The role of polyamine oxidase in hydrogen peroxide production during plant defense responses

Polyamine oxidase (PAO) catalyzes the oxidative cleavage of the polyamines spermine and spermidine. Hydrogen peroxide is one molecule produced by the oxidative catabolism of polyamines. In plants, it is hypothesized that under stress conditions, the hydrogen peroxide produced by PAO is a major contributor to protective responses such as the hypersensitive response (HR), which leads to programmed cell death.; For the purpose of this research, this broad hypothesis was focused to the following: Through the catabolism of polyamines, PAO significantly contributes to the levels of hydrogen peroxide responsible for the oxidative burst during HR. The first approach to test this hypothesis involved silencing PAO using RNA interference. It was shown that lowering cellular levels of PAO enzymatic activity in this fashion resulted in an approximately 50% reduction in the levels of hydrogen peroxide during the late HR. This indicated that the hydrogen peroxide produced by PAO significantly contributes to the oxidative burst of HR.; The second approach to link PAO with HR involved exploring the promoter region of PAO for transcription factor binding sites related to defense responses. Using bioinformatics tools, a 500-bp repeat within the promoter region of rice PAO was discovered. Within this region was a 32-nt cluster of five stress-related transcription factor binding sites, including the mammalian transcription factor NF-kappaB. The PAO promoter region was also compared to the promoter region of PR-1, a gene that is essential in the induction of HR. Several similarities were discovered, including a phosphate starvation binding site and an NF-kappaB binding site.; During the course of this research, a copper-inducible gene promoter was constructed.

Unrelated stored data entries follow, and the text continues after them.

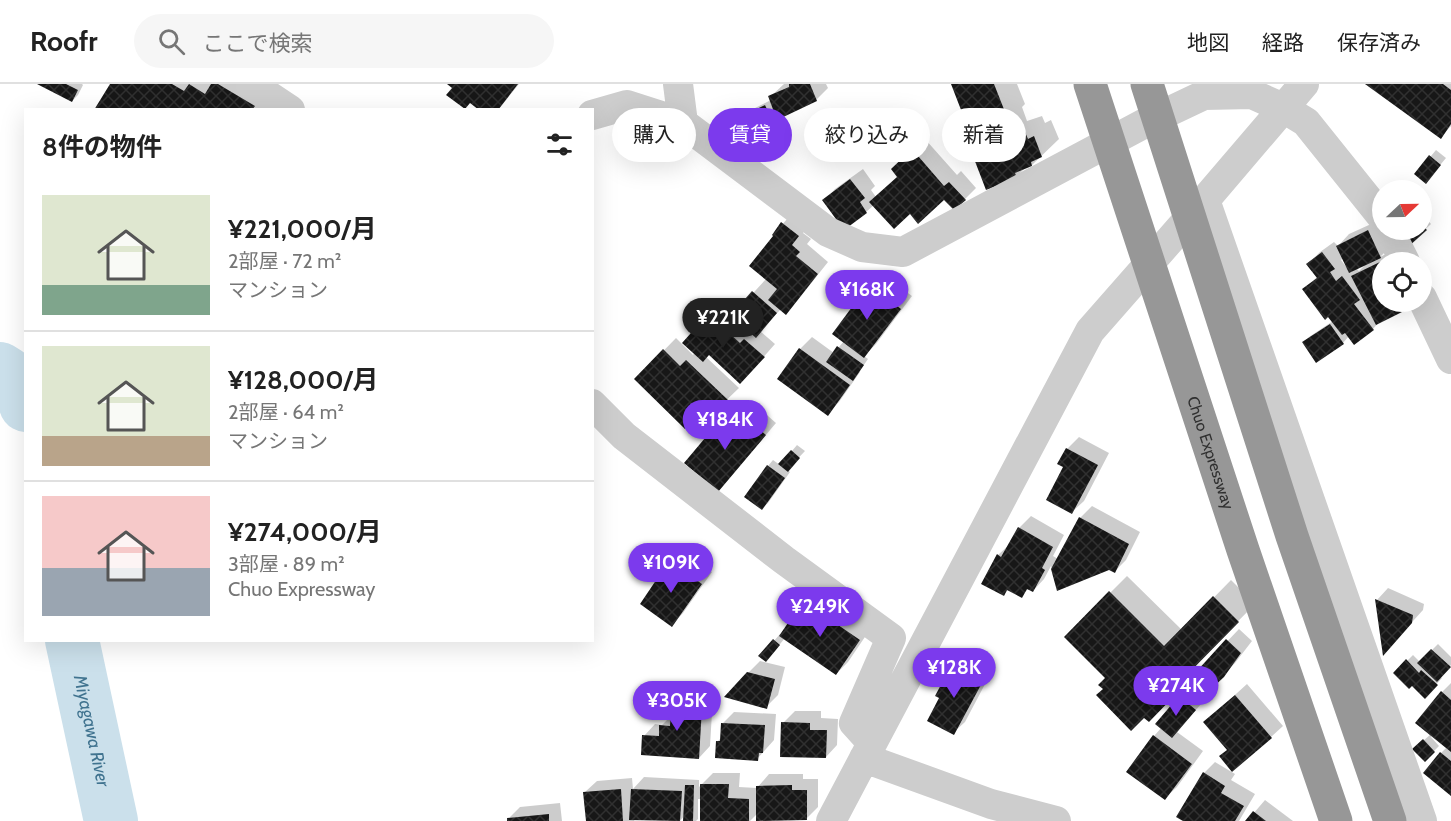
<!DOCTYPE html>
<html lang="ja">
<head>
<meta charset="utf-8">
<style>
  body { margin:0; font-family:Cabin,"Noto Sans JP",sans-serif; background:#f6f6f6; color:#222; height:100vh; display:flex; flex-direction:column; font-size:22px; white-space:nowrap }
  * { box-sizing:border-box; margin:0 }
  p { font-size:20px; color:#767676 }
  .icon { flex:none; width:33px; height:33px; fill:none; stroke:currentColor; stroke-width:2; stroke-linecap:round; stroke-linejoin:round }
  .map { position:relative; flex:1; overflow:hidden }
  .side { position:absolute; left:24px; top:24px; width:570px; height:534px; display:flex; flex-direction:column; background:#fff; border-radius:0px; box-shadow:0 6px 24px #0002 }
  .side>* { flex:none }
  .hud { position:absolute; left:612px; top:24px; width:570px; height:54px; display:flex; gap:12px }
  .needle { width:39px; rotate:68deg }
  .controls { position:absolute; left:1372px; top:96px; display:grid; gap:12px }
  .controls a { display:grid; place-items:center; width:60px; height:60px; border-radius:50%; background:#fff; box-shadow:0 6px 24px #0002; font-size:30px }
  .price { position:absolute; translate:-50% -51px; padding:0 14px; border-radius:21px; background:#7c3aed; color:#fff; font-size:20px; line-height:39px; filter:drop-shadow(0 2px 3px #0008) }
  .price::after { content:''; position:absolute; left:50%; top:36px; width:18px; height:14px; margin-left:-9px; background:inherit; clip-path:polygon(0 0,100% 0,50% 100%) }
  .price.current { background:#222; color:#fff }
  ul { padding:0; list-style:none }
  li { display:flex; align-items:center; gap:18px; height:150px; padding:0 18px }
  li+li { border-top:2px solid #e0e0e0 }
  li span { display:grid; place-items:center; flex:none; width:168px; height:120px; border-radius:0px; color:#555 }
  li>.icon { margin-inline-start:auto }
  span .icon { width:72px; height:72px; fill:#fffc; stroke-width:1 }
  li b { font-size:26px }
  h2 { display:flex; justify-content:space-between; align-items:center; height:72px; padding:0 18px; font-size:26px }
  .chip { padding:0 21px; border-radius:27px; background:#fff; box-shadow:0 6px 24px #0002; font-size:21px; line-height:54px }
  .chip.current { background:#7c3aed; color:#fff }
  header { display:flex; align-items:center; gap:36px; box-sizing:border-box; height:84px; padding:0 30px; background:#fff; border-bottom:2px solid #e0e0e0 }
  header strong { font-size:28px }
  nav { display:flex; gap:33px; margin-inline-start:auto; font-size:21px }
  .search { width:420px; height:54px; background:#f6f6f6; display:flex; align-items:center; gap:15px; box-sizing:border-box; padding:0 21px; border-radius:33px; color:#767676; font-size:22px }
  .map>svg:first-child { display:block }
  .shadow { fill:#0003; fill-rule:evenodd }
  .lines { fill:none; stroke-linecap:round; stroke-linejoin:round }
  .river { stroke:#cbe0eb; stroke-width:54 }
  .building { fill:url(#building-cross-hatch) }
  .minor { stroke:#cdcdcd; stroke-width:30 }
  .highway-bridge { stroke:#979797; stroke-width:33 }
  .labels { text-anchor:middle; stroke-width:6; stroke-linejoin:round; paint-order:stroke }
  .street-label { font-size:16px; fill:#303030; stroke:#fff }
  .water-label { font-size:18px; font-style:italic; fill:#40738f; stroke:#fff }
</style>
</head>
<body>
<header>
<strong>Roofr</strong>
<div class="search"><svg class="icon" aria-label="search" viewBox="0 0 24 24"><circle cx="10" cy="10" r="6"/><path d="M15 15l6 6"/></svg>ここで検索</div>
<nav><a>地図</a><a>経路</a><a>保存済み</a></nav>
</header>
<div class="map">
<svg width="1451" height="737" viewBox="0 0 1451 737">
  <defs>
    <pattern id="building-cross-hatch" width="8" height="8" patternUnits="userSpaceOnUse" patternTransform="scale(1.5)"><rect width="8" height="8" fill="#171717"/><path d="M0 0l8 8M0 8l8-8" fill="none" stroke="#303030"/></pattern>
  </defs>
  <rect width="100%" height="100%" fill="#fff"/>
  <path class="shadow" d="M41,0H82L83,1L78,11L72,17Z
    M111,0H274L276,26H96Z
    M449,0H519L498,26L454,4Z
    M784,0H826L828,4L816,16L779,33L773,39L745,31L751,26L771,16L770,13Z
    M953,0H1017L1025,20L1022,23L1027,37L1042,32L1045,39L1051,36L1059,55L1032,81L1026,83L1016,93L965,46L969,42Z
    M1368,0H1451V42L1441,53Z
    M925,55L957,91L961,87L976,104L965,115L944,114L910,128L874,121L866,128L844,144L824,117L835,105L863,85L875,102L871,106L876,113L899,92L904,74Z
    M1436,66L1446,74L1431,92L1416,90Z
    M794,127L810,140L803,149L811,155L807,160L828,178L797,217L786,229L781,225L760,247L775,260L752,286L709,270L706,273L739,304L713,329L706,322L636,295L676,254L693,271L695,268L709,231L720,219L733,231L766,195L775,151L774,150Z
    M1422,130L1431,140L1409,161L1402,146H1422Z
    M1380,136L1392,161L1380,173L1394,166L1400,178H1383V218H1412L1405,225L1379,238L1373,245L1349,252L1343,259H1304L1309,253L1333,237L1304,206L1318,192L1308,180L1320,168L1334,158L1338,162L1349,150ZM1343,174L1348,184H1347L1341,176ZM1366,180L1359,187L1356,184Z
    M882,190L912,212L876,260L864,272L868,275L859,288H860L839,318L827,330L779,295L800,265L812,253L834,269L844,257L871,201Z
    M751,317L776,339L729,394L722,336L734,325L739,329Z
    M1079,353L1109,369L1084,417L1072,428L1065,383L1059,380L1067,365Z
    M797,361L805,367L787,386L790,388L768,419L762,424L768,382L773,376L780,381Z
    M1092,422L1140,448L1126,476L1114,488L1109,485L1058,505L1051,482L1044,495L1033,507L1029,504L1021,512L1009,505L1003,511L998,471L1010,460L1019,444L1031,432L1064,451L1053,472L1058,475L1080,434Z
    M682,467L712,488L683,529L672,541L671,478Z
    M1127,492L1182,546L1231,496L1255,520L1194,582L1199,587L1239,545L1252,557L1235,579L1196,617L1201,620L1177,648L1203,667L1177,703L1165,714L1128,687L1154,652L1162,643L1180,613L1193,602L1187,598L1149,636L1105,605L1107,594L1066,553Z
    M1388,504L1424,520L1423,526L1394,558L1377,516Z
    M816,506L871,544L848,578L836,590L785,554L771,571L761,572L780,550L781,552L804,518Z
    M1438,560L1451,573V581L1440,593L1442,594L1425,613L1412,600L1395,589L1413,571L1420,578Z
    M965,570L993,585L965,638L953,649V581Z
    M760,577L785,583L778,611L766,623L748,589Z
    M685,599L703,600L702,605H707V611L713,612L710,662L699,674L644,652L655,640L662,641L672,631L673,611Z
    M1451,599V711L1441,669L1447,663L1432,651L1431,653L1439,662L1425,676L1414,665L1431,650L1442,608Z
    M1247,600L1283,642L1271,653L1228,665L1205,638Z
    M795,627H821V634L838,635L837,661L826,673L783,639Z
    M734,628L776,630L774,656L757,675L717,658L722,653V640Z
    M1215,678L1235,690L1231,696L1255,710L1239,737H1186L1178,733L1204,689Z
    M713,689H740L739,703L757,704L769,690H803V695H818V723L806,735L758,729L750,737H701V715H698V735L696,737H685V731L680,737L635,735L634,737H587L585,708L597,697L632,694L633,705L644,693L699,696V703Z
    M1265,716L1293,737H1247Z
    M560,719L562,737H508V735L520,723Z"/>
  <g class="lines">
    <g class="river">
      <path d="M0,285C19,296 20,300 26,321"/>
      <path id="s1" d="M72,556L111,737"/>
    </g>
  </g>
  <path class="building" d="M37,0H66L78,6L72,18Z
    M110,0H172L184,7L189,0L205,10L211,0H218L255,22L252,26H94Z
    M447,0H518L498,26H479L470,19L465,25L446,11L452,4Z
    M789,0H810L817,17L777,36L768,12L789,3Z
    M951,0H994L1009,38L1005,39L1010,53L1025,48L1028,55L1034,52L1042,73L1031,78L1032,82L1015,89L1017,94L986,106L963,46L968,44Z
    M1365,0H1443L1451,6V40L1441,55Z
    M765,21L774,40L753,50L744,31Z
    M912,65L944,102L949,98L966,116L954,126L944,116L918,140L910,130L894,145L869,118L897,93L891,85Z
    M1429,71L1441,81L1426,100L1414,90Z
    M850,95L865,114L860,118L867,129L844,146L822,116Z
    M781,138L799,152L792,161L800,168L796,172L818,190L786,231L768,216L777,205L749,182L773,152L772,151Z
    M1422,141L1427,146L1408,163L1399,146H1422Z
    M1368,146L1381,174L1349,189L1336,162Z
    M1322,168L1335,185L1330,188L1336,197L1342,192L1360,216L1354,220L1374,246L1354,261L1345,249L1342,251L1328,233L1325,236L1302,205L1317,194L1306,180Z
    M1382,177L1383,180V218H1402L1406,226L1376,241L1351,192Z
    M869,200L901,225L864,274L832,250Z
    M752,207L777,229L756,254L731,231Z
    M708,230L740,259L744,255L765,273L740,300L709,271L703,278L682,259Z
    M1330,240L1344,260L1316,279L1302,258Z
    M837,262L864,281L853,297L826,278Z
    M799,264L850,301L828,332L777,295Z
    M663,265L680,282L686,276L728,316L713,331L705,323L685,345L634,295Z
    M738,328L766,351L718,408L684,379L721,335L727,340Z
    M1066,364L1098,381L1072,430L1046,416L1063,383L1057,380Z
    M791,366L800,374L788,388L778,380Z
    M767,381L785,394L762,426L744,413Z
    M1079,433L1129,460L1115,489L1109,486L1057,507L1051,485Z
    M1018,443L1053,463L1042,484L1045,486L1033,508L1027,505L1022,514L1007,506L1004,512L981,500L997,470L1001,473Z
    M669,477L702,500L672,543L640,520Z
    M1109,507L1164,562L1213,512L1239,538L1178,600L1182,604L1149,638L1144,634L1131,647L1096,611L1103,605L1098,601L1105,594L1064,553Z
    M1375,515L1413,531L1412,539L1383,572Z
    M803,517L860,556L836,591L779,552Z
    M773,555L780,561L766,578L758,572Z
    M1226,555L1241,569L1224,593L1194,621L1183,610L1190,603L1186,599Z
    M1431,565L1451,583L1437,598L1417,579Z
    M1406,575L1419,589L1421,586L1438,601L1425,615L1412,602L1409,605L1393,589Z
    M952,580L983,597L954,651L927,637L939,614L935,612Z
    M747,588L775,595L767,625L724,613Z
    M1441,607L1451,616V668L1415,639Z
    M672,610L692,611L691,616L696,617V622L702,623L699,675L641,671L642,651L659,652V641L670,642Z
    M1235,611L1272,654L1232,688L1219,672L1227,666L1203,638Z
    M1179,612L1196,626L1172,654L1155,640Z
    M781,638L810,639V646H827L826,674L780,673Z
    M721,639L765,641L763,669H759L758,677L715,674L716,657H720Z
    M1153,651L1192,680L1165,716L1126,688Z
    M1423,655L1435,668L1425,678L1412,665Z
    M1440,668L1451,677V712L1423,689Z
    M1203,688L1225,702L1221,709L1244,722L1235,737H1183L1176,733Z
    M700,700H729L728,714L749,715V737H700Z
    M685,701H694L693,737H683Z
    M792,701V706H807V736L756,737V702Z
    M621,705L623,737H586L583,708Z
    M631,705L682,707L680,737L629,736Z
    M1253,727L1266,737H1245Z
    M549,730V737H507V734Z"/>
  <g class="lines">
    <path class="minor" d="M251,0L290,26
      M678,0L683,39
      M592,31L627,21L683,39L828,148L862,163L903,168L1147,38L1204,11L1252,10L1283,24L1306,38L1383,134
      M1205,116L1422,737
      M1389,146L1405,178
      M1422,214L1451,275
      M592,320L624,352L784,476L891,554L854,639L872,659
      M864,674L991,720L1056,737
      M831,737L1090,247L1205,116L1304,0"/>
    <g class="highway-bridge">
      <path id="s2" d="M1090,0L1243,466L1336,737"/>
      <path d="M1147,0L1292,452L1390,737"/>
    </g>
  </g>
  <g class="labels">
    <g class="street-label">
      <text dy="6" stroke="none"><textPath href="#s2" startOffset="388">Chuo Expressway</textPath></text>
    </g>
    <g class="water-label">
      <text dy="6" stroke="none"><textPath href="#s1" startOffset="93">Miyagawa River</textPath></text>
    </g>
  </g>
</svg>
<div class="controls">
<a><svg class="needle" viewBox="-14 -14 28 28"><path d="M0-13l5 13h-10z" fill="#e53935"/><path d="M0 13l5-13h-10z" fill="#767676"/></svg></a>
<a><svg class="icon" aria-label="locate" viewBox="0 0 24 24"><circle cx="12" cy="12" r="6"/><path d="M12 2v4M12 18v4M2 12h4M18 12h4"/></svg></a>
</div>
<b class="price" style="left:867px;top:237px">¥168K</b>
<b class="price current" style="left:723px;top:265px">¥221K</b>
<b class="price" style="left:725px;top:367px">¥184K</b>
<b class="price" style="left:671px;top:510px">¥109K</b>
<b class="price" style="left:820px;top:554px">¥249K</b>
<b class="price" style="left:954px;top:615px">¥128K</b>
<b class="price" style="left:1176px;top:633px">¥274K</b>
<b class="price" style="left:677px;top:648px">¥305K</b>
<div class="hud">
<a class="chip">購入</a>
<a class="chip current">賃貸</a>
<a class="chip">絞り込み</a>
<a class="chip">新着</a>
</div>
<section class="side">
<h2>8件の物件<svg class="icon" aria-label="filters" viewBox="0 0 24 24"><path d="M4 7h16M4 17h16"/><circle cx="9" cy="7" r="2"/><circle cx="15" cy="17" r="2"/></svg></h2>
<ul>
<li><span style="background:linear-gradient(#dfe7d0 75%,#7fa58c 0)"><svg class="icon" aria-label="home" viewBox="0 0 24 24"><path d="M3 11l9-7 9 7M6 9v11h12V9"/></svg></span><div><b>¥221,000/月</b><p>2部屋 · 72 m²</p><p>マンション</p></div></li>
<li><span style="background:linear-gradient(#dfe7d0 75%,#b9a48a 0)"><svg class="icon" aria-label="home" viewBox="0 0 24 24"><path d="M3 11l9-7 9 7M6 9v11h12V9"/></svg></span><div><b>¥128,000/月</b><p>2部屋 · 64 m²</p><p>マンション</p></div></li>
<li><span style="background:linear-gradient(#f6c9c9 60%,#9aa5b1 0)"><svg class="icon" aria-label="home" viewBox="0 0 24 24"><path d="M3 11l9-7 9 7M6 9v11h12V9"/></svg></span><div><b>¥274,000/月</b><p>3部屋 · 89 m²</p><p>Chuo Expressway</p></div></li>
</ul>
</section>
</div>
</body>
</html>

This promoter, called ABS2, has been shown to drive extremely high levels of transcription and exhibit very low background levels of transcription in the absence of inducer. This promoter was also tested transiently in Nicotiana tabacum, a plant system. In this system, ABS2 was shown to drive higher levels of expression than ABS4, the promoter that it was based on (Mett, 1993). ABS2 was also shown to have lower background levels of transcription in the absence of inducer than the original ABS4 promoter.